Hilo. La libertad de pensar

Con relación a este tema de ataques, reclamos, denuncias y hasta pedidos de anulación de cuentas por lo que medios o colegas expresan podemos señalar algunos puntos que van más allá de estos casos en particular. Por un lado preocupa la manera en cómo se pretende instalar un sólo discurso en donde todo lo contrario a los intereses, genuinos algunas veces, políticos en otras y corporativos en muchas más, de algún grupo es presentado cómo el enemigo a derribar, a silenciar y hasta extinguir.

La forma en que un sector, cualquiera sea, pretende aplicar censura calificando la expresión del otro como xenófoba, racista y no inclusiva, sin discernir siquiera lo real de lo falso, no hace sino profundizar la separación social o la marginación que dicen combatir. Este tema del universo paralelo de las redes sociales en donde el grave problema de las cuentas falsas aún no ha sido abordado con rigurosidad, en especial en twitter, es tierra fértil para la instalación de ideas que manejadas con malicia pueden causar estragos en el mundo real y la línea entre lo justo y lo injusto, ante el desinterés o incluso el guiño cómplice de la sociedad en sí ( cuántas veces hemos visto ejecuciones ante un enorme auditorio), se vuelve difusa y en algún momento siquiera se puede diferenciar y acá todo comienza a agravarse más aún.

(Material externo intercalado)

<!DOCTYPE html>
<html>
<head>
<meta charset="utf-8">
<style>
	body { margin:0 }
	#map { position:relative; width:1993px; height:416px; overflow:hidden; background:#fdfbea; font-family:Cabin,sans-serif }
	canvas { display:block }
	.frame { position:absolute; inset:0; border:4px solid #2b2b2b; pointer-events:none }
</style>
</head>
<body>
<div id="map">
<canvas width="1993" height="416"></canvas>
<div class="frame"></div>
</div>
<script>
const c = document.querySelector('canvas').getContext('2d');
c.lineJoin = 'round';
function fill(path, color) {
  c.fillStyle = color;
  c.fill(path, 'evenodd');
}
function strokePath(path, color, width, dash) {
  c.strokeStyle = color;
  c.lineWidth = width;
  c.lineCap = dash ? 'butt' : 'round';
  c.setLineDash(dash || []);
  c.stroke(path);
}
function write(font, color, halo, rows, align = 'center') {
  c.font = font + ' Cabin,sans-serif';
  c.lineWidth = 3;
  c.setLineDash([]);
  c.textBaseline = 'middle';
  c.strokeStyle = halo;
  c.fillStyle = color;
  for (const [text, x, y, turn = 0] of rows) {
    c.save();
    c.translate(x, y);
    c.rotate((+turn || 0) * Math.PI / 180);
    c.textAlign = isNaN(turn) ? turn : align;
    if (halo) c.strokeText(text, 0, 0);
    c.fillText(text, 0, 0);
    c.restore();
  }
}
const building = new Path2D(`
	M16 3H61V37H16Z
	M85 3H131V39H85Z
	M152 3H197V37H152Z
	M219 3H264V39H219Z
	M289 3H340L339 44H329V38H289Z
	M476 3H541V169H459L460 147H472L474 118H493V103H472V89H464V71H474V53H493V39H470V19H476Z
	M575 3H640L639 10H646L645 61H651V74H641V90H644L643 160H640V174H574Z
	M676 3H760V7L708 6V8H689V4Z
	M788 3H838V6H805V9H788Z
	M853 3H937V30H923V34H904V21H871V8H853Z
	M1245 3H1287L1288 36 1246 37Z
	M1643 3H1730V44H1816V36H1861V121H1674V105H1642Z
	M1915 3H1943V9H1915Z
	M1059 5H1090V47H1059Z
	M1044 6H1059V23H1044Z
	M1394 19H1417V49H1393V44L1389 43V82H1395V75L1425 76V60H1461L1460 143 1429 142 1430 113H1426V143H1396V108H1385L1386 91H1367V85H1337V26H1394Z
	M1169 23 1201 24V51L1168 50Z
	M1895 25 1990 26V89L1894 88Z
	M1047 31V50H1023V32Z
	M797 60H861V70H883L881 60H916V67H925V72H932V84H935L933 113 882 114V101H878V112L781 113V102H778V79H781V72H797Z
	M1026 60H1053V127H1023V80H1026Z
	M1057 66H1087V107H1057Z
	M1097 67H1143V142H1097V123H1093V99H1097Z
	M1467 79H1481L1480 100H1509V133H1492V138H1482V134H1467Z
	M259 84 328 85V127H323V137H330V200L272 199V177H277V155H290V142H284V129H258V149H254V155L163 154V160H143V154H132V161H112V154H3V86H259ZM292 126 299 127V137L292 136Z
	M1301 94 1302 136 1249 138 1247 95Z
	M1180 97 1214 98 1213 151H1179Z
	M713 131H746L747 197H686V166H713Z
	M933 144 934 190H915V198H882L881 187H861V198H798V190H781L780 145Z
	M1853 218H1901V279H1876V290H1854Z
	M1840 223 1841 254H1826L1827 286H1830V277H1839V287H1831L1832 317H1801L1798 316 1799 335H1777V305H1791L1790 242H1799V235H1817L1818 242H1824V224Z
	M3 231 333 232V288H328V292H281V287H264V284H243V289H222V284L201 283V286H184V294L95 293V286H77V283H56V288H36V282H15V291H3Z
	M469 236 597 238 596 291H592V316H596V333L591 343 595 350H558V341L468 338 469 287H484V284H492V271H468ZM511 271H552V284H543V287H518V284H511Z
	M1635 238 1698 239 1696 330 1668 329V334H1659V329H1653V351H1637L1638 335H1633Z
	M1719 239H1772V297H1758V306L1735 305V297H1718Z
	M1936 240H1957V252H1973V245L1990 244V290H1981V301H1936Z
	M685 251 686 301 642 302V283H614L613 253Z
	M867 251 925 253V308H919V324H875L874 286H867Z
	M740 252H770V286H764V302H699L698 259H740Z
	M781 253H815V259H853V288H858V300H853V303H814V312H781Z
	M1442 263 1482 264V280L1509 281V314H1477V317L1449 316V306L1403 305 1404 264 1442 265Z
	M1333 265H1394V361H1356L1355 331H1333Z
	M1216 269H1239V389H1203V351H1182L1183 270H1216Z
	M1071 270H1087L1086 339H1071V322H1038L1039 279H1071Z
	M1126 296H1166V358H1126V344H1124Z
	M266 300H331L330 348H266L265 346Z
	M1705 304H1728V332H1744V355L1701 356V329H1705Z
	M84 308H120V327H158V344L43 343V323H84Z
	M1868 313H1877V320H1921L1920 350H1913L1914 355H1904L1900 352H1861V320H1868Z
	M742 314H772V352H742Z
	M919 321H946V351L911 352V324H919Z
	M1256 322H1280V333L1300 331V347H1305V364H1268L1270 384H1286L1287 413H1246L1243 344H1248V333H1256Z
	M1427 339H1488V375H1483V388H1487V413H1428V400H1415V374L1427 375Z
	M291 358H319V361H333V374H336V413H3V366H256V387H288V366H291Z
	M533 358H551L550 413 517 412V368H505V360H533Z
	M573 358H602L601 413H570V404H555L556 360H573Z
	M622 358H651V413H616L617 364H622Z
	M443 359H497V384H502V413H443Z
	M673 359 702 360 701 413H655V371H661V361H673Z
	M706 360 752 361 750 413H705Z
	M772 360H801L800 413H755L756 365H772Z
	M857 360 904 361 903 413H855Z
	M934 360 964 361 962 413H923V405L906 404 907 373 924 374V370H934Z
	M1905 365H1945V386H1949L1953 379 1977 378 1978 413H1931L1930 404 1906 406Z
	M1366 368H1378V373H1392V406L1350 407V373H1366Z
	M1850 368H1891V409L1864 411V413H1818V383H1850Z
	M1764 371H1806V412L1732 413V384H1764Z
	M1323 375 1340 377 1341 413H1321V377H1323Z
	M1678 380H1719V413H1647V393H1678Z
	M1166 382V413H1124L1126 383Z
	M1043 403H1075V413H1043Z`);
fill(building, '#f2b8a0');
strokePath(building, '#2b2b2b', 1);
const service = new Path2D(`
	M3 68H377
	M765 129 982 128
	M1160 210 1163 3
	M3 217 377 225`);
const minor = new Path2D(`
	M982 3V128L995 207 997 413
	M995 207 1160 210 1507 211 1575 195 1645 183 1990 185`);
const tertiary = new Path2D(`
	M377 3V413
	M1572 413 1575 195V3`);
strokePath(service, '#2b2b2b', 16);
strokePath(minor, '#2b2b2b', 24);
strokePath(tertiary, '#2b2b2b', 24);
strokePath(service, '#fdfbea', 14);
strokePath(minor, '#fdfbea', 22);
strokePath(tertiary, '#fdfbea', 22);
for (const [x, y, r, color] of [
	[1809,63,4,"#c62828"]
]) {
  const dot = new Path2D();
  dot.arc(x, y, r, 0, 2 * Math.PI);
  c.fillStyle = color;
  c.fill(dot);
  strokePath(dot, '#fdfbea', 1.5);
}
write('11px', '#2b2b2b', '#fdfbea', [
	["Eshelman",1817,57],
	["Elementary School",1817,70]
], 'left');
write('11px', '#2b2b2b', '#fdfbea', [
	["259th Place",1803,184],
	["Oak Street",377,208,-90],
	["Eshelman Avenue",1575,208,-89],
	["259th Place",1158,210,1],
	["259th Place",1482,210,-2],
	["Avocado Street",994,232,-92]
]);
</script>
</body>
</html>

No sólo deberíamos preocuparnos por está “cultura” de la cancelación sino también el papel de quienes manejan o son propietarios de las redes sociales para discernir que es ofensivo y que no. Que puede decirse y que no es correcto (aunque hasta eso es peligroso) Hay algo que más nos debería preocupar de sobremanera y es la sujeción hasta de los medios de comunicación tradicionales y de las clases dirigenciales  a lo “políticamente correcto” como una nueva forma de censura previa. Y muchas veces eso que se defiende como correcto no lo es.

Y este escenario de “enemigo común”, de la lapidación pública, adquiere ribetes dantescos al darse efectos en la vida real, la que en serio importa, afectando la vida de aquellos que  piensan diferente. ¡Que quede claro esta no es una postura en contra de los legítimos reclamos! Sino más bien una advertencia de que en cualquier momento quien puede ser juzgado por esa masa rabiosa puede ser uno mismo y se puede pasar de tener que cancelar las cuentas en la redes sociales a quedarse sin trabajo por las más alocadas razones. No es un tema menor lo que tenemos enfrente, que no nos pase como sociedad que la barbarie del silencio impuesto  avance sin piedad arrasando con todo tanto que los Juicios de Salem parecerán un paseo de domingo.